19. The apparatus of claim 17, wherein: the speech recognizer for
further configured to perform the steps comprising: obtaining a
regional identification of the source of the first received speech
signal; identifying a colloquialism that is associated with the
first language of the first received speech signal; and replacing
the colloquialism with a standardized phrase of the first language
in the first symbolic representation.
20. A method for translating speech during a communications
session, comprising: (a) receiving a received speech signal from a
communications device; (b) translating the received speech from a
first language to a second language to form a translated speech
signal by: (b)(i) recognizing a first language speech content in
the received speech signal, the first language speech content
corresponding to the first language; (b)(ii) in response to (b)(i),
forming a converted text representation of the first language
speech content having a plurality of phonetic symbols; (b)(iii)
converting the converted text representation to a synthesized
symbolic representation, the synthesized symbolic having the
plurality of phonetic symbols and a plurality of prosodic symbols;
(b)(iv) forming the translated speech signal from the synthesized
symbolic representation; (b)(v) identifying a speaker parameter
that is associated with the received speech signal, the speaker
parameter being independent of the first language and the second
language; and (b)(vi) preserving the speaker parameter when forming
the translated speech signal; and (c) sending the translated speech
signal to another communications device.
Description
FIELD OF THE INVENTION
[0001] This invention relates generally to multi-lingual services
for telephonic systems. More particularly, the invention provides
apparatuses and methods for translating speech from one language to
another language during a communications session.
BACKGROUND OF THE INVENTION
[0002] Wireless communications has brought a revolution in the
communication sector. Today mobile (cellular) phones are playing a
vital role in every human's life, where a mobile phone is not just
a communication device, but is also a utilitarian device which
facilitates the daily life of a user. Innovative ideas have
resulted in mobile terminals having enhanced usability for the
user. A mobile phone is not only used for voice, data, and image
communication but also functions as PDA, scheduler, camera, video
player, and walkman.
[0003] With the many innovations in mobile telephones, corporations
are often conducting business across countries throughout the
world. As an example, a furniture manufacturer may have
headquarters located in India; however, important customers may be
located in China, Japan, and France. To be competitive in its
foreign markets, an executive of the furniture typically must be
able to communicate effectively with a foreign customer. To expand
on the example, the executive of the furniture manufacturer may be
fluent only in Hindi but may wish to talk in Japanese with a
customer in Japan, or in French with a different customer in
France, or in English with another customer in the United States.
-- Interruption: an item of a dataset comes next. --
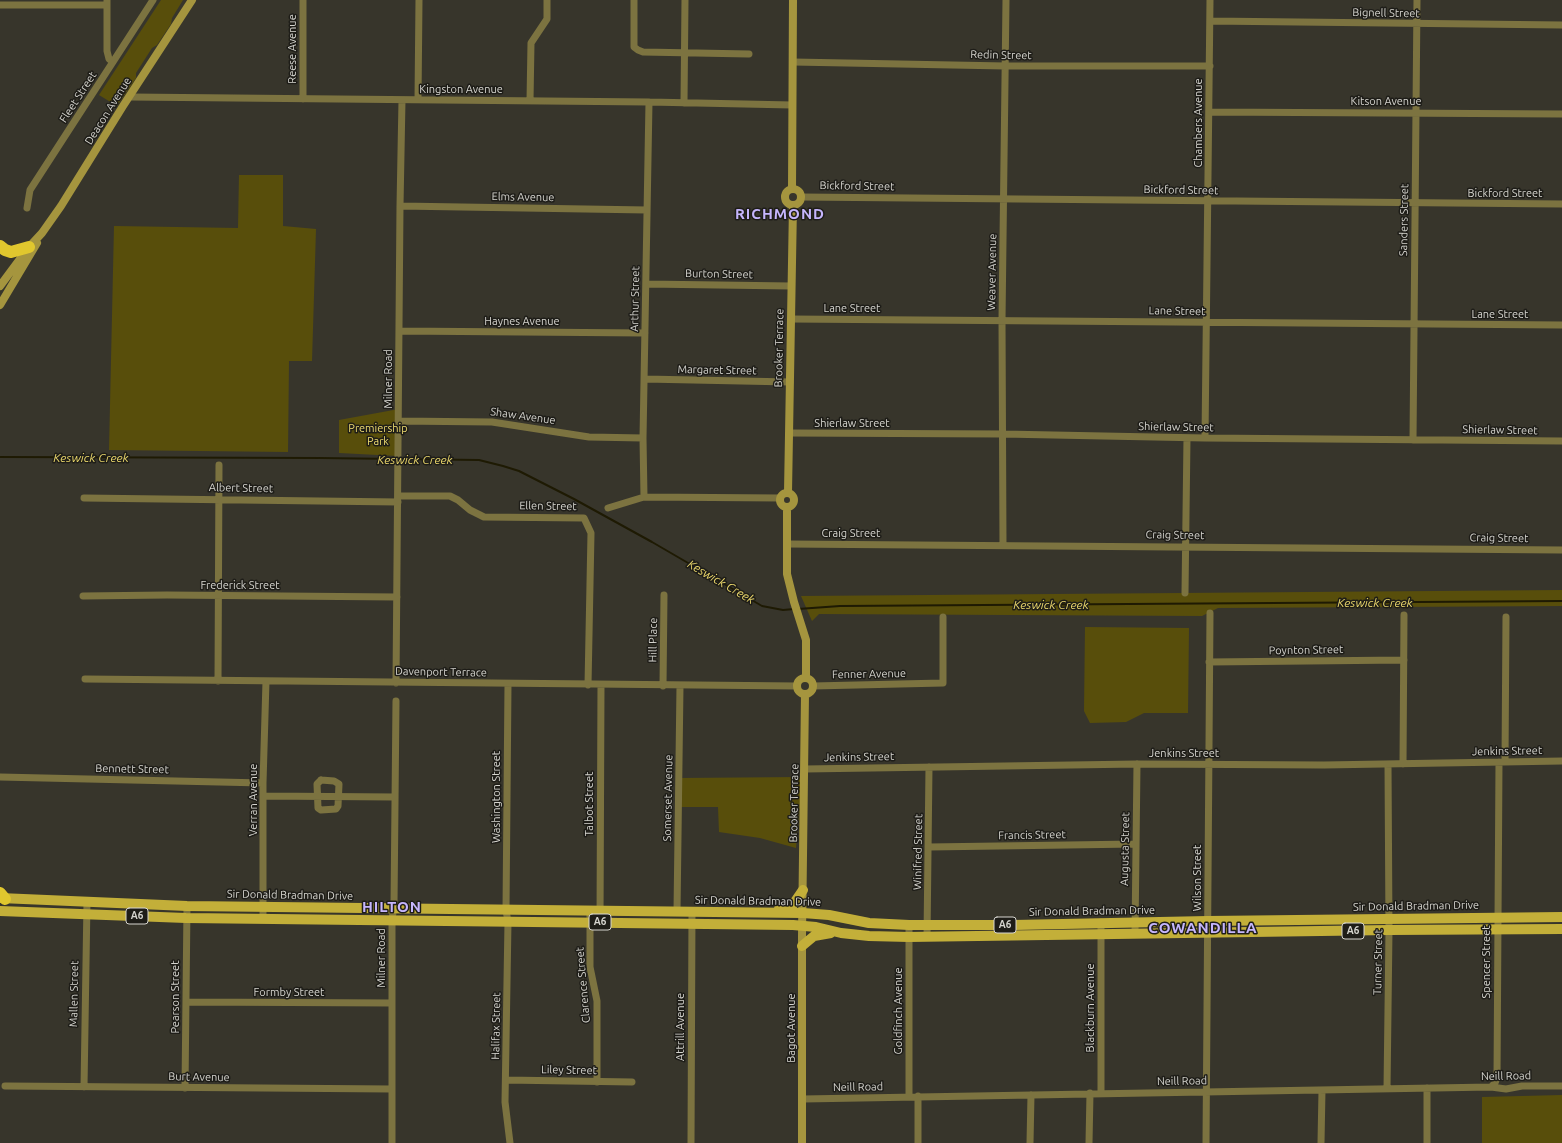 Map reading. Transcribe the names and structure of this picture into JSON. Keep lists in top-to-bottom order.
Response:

Speaking in the customer's native language can help the Indian
manufacturer in enhancing profitability.
[0004] A translation mechanism was fictionalized as a Babel fish in
the science fiction classic The Hitchhiker's Guide to the Galaxy by
Douglas Adams. With a fictionalized Babel fish, one could stick the
Babel fish in one's ear and instantly understand anything said in
any language. As with a Babel fish, the above exemplary scenario
illustrates the benefit of a translation service that can translate
speech in one language to speech in another language for users
communicating through telephonic devices.
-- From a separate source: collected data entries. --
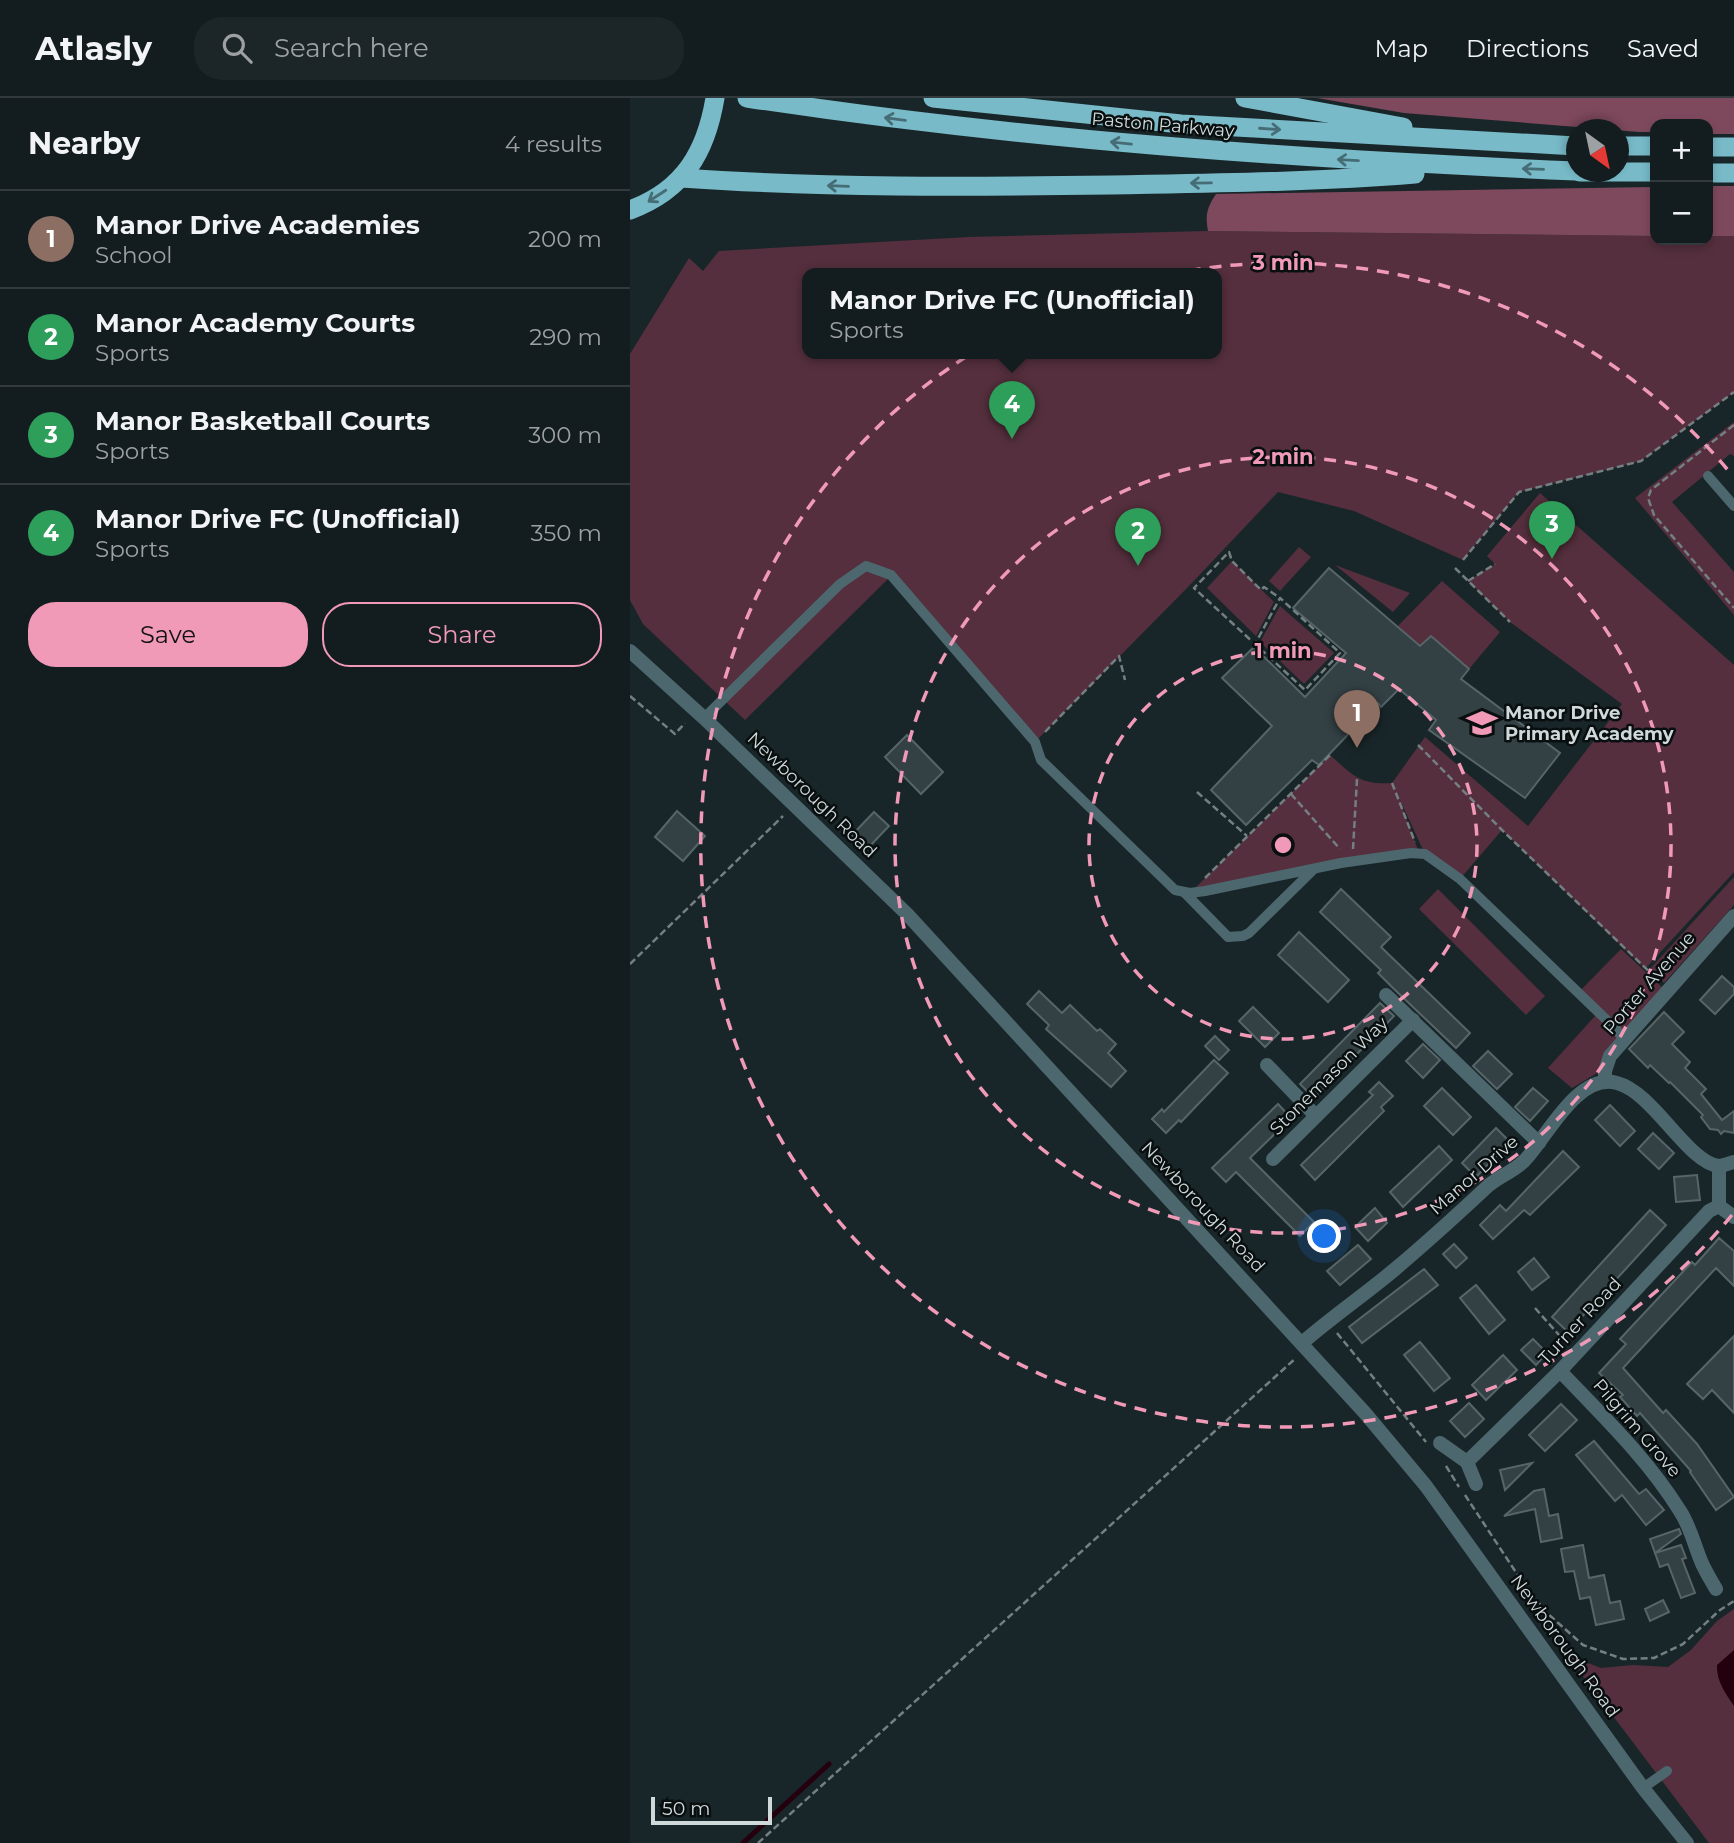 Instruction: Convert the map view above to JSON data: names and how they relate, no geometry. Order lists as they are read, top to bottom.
{
  "streets": {
    "highway": ["Paston Parkway"],
    "street": [
      "Newborough Road",
      "Porter Avenue",
      "Stonemason Way",
      "Manor Drive",
      "Turner Road",
      "Pilgrim Grove"
    ]
  },
  "crossings": [
    ["Newborough Road", "Manor Drive"],
    ["Porter Avenue", "Manor Drive"],
    ["Stonemason Way", "Manor Drive"],
    ["Turner Road", "Pilgrim Grove"]
  ],
  "places": {
    "school or university": ["Manor Drive Primary Academy"]
  },
  "scale_bar": "50 m",
  "north": "bottom right",
  "page": {
    "header": "Atlasly",
    "search": "Search here",
    "nav": ["Map", "Directions", "Saved"],
    "heading": ["Nearby", "4 results"],
    "map_buttons": ["+", "−"],
    "list": [
      {
        "mark": "1",
        "name": "Manor Drive Academies",
        "note": "School",
        "value": "200 m"
      },
      {
        "mark": "2",
        "name": "Manor Academy Courts",
        "note": "Sports",
        "value": "290 m"
      },
      {
        "mark": "3",
        "name": "Manor Basketball Courts",
        "note": "Sports",
        "value": "300 m"
      },
      {
        "mark": "4",
        "name": "Manor Drive FC (Unofficial)",
        "note": "Sports",
        "value": "350 m"
      }
    ],
    "popup": ["Manor Drive FC (Unofficial)", "Sports"],
    "pins": [
      "4",
      "3",
      "2",
      "1"
    ],
    "buttons": ["Save", "Share"],
    "scale": "50 m"
  },
  "rings": ["3 min", "2 min", "1 min"]
}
BRIEF SUMMARY OF THE INVENTION
[0005] Embodiments of invention provide methods and systems for
translating speech for telephonic communications. Among other
advantages, the disclosed methods and apparatuses facilitate
communications between users who are not fluent in a common
language.
[0006] With one aspect of the invention, speech is converted from a
first language to a second language as a user talks with another
user. If the translation operation is symmetric, speech is
converted from the second language to the first language in the
opposite communications direction.
[0007] With another aspect of the invention, a user of a wireless
device requests that the speech during a call be translated. The
translation service may support speech over the uplink radio
channel and/or over the downlink radio channel. The translation
service is robust and continues during a handover from one base
transceiver station to another base station transceiver
station.
[0008] With another aspect of the invention, a received speech
signal is processed to determine a symbolic representation
containing phonetic symbols of the source language and to insert
prosodic symbols into the symbolic representation.
[0009] With another aspect of the invention, a speaker parameter
that is language independent is identified. A received speech
signal is processed so that the characteristic of the speaker
parameter is preserved with the translated speech signal.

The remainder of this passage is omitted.